Lipoprotein(a) distribution across autoimmune inflammatory diseases: a pooled analysis from 28 Phase III clinical trials

Abstract Body (Do not enter title and authors here): Background: Lipoprotein(a) [Lp(a)] is largely determined by genetic factors and is associated with increased risk of atherosclerotic cardiovascular disease (ASCVD). Real-world evidence is limited due to low rates of Lp(a) testing, and little is known regarding the Lp(a) distributions in diseases beyond ASCVD, including autoimmune inflammatory diseases.

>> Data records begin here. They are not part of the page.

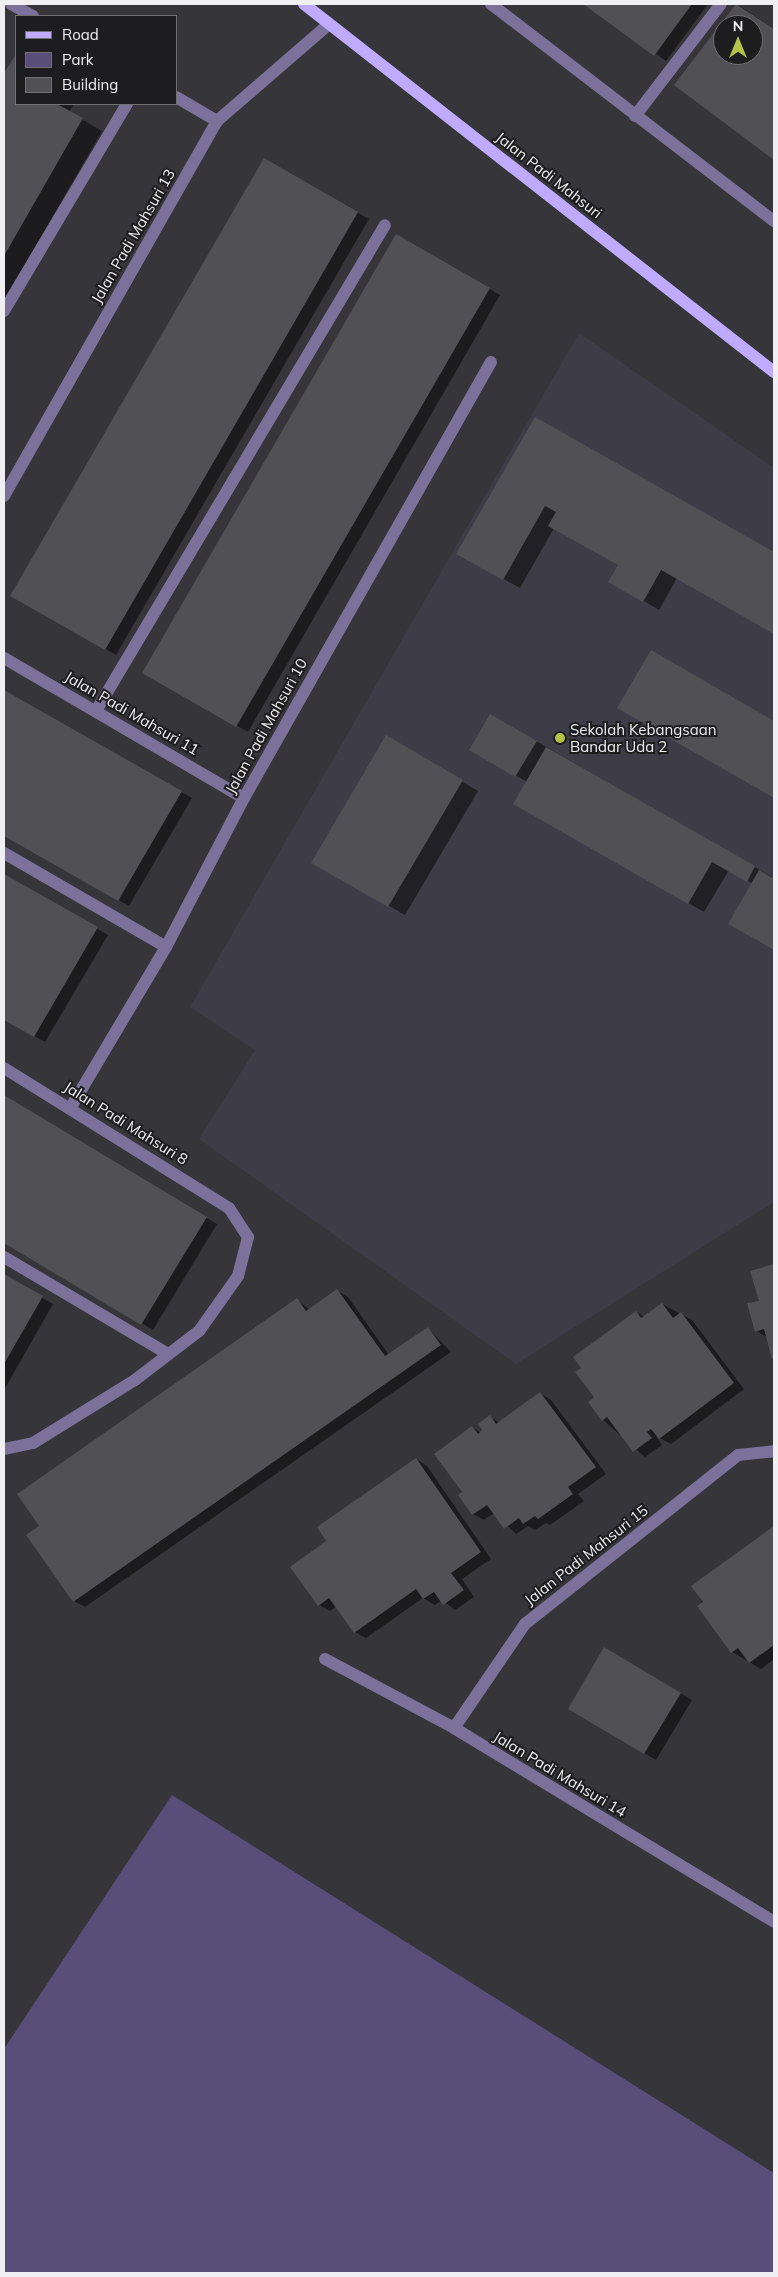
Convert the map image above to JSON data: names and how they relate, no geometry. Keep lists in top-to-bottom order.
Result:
{
  "streets": {
    "main road": ["Jalan Padi Mahsuri"],
    "street": [
      "Jalan Padi Mahsuri 13",
      "Jalan Padi Mahsuri 11",
      "Jalan Padi Mahsuri 10",
      "Jalan Padi Mahsuri 8",
      "Jalan Padi Mahsuri 15",
      "Jalan Padi Mahsuri 14"
    ]
  },
  "crossings": [
    ["Jalan Padi Mahsuri", "Jalan Padi Mahsuri 13"],
    ["Jalan Padi Mahsuri 11", "Jalan Padi Mahsuri 10"],
    ["Jalan Padi Mahsuri 10", "Jalan Padi Mahsuri 8"],
    ["Jalan Padi Mahsuri 15", "Jalan Padi Mahsuri 14"]
  ],
  "places": ["Sekolah Kebangsaan Bandar Uda 2"],
  "legend": ["Road", "Park", "Building"],
  "north": "top"
}
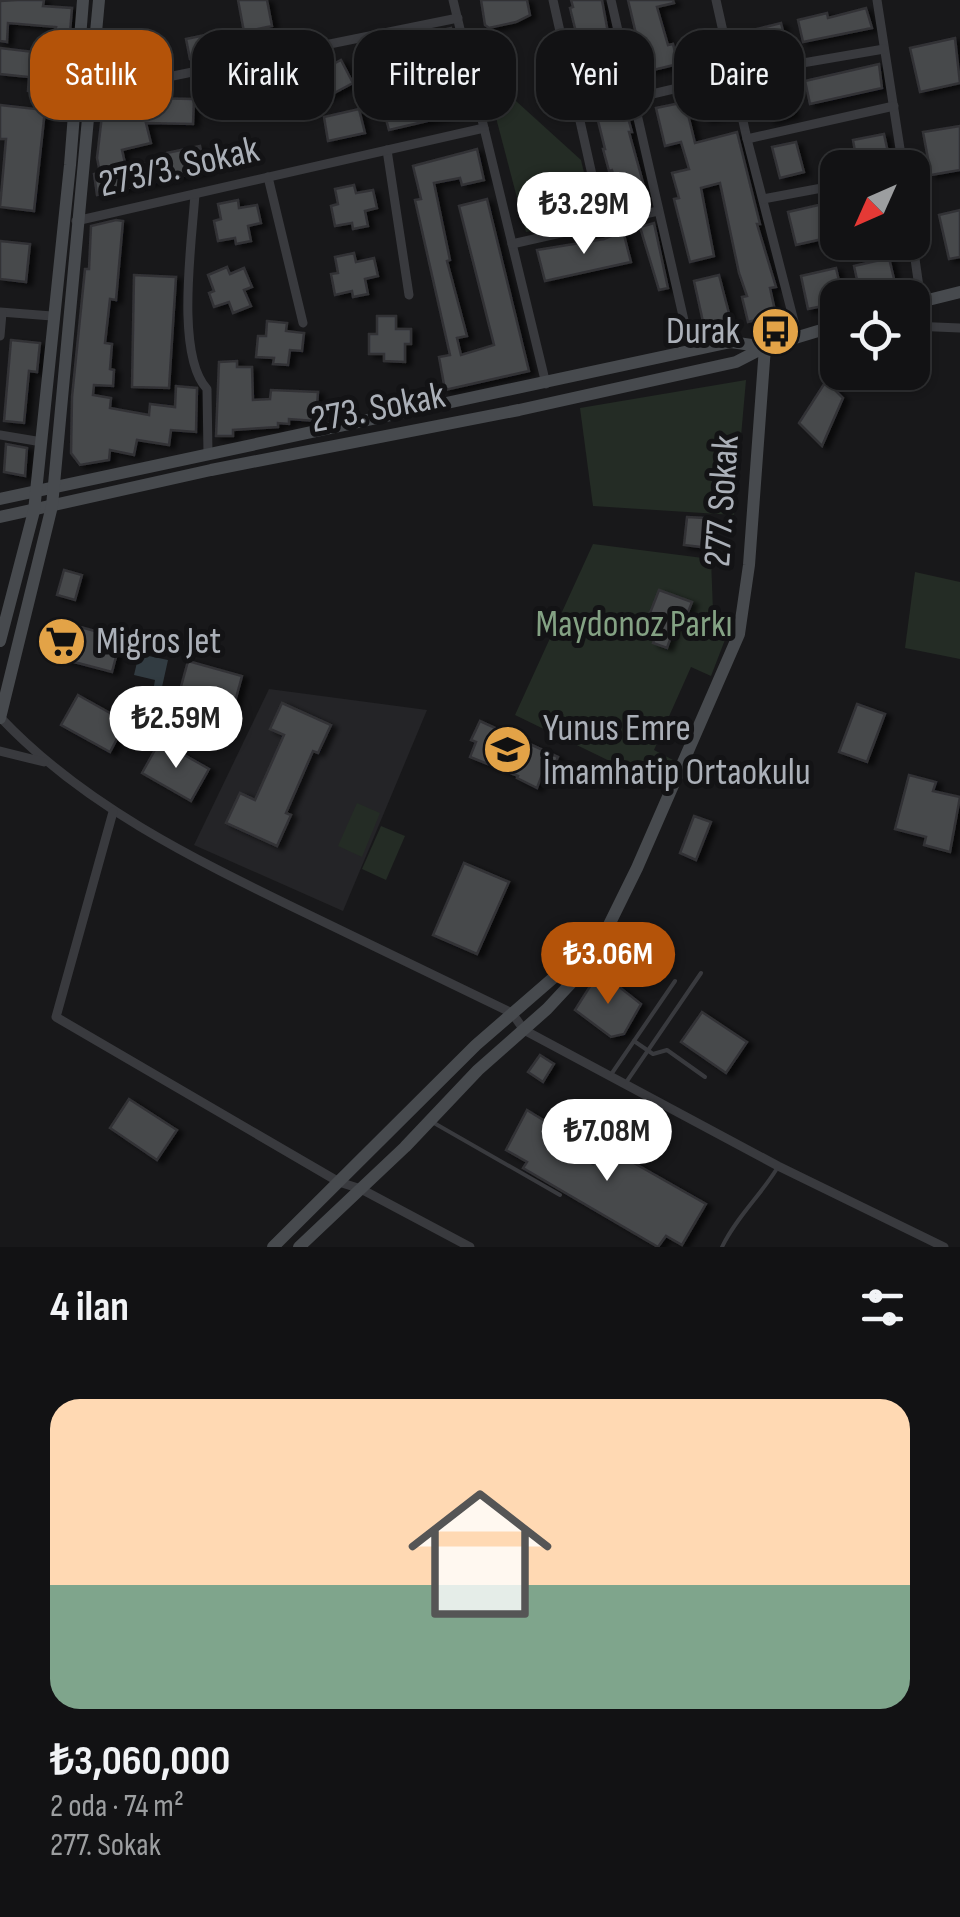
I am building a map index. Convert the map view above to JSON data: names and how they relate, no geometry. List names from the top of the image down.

Methods: This cross-sectional study identified adult patients with available Lp(a) levels at baseline (before randomization) from 28 Phase III randomized clinical trials across autoimmune inflammatory diseases: rheumatoid arthritis (RA), psoriasis, psoriatic arthritis (PA), and ankylosing spondylitis (AS). Individuals from clinical trials for ASCVD were used as the reference group. Multivariable logistic regression analysis was performed to assess whether patients with certain autoimmune diseases were more likely to have Lp(a) ≥30mg/dL (≥75nmol/L) compared with ASCVD.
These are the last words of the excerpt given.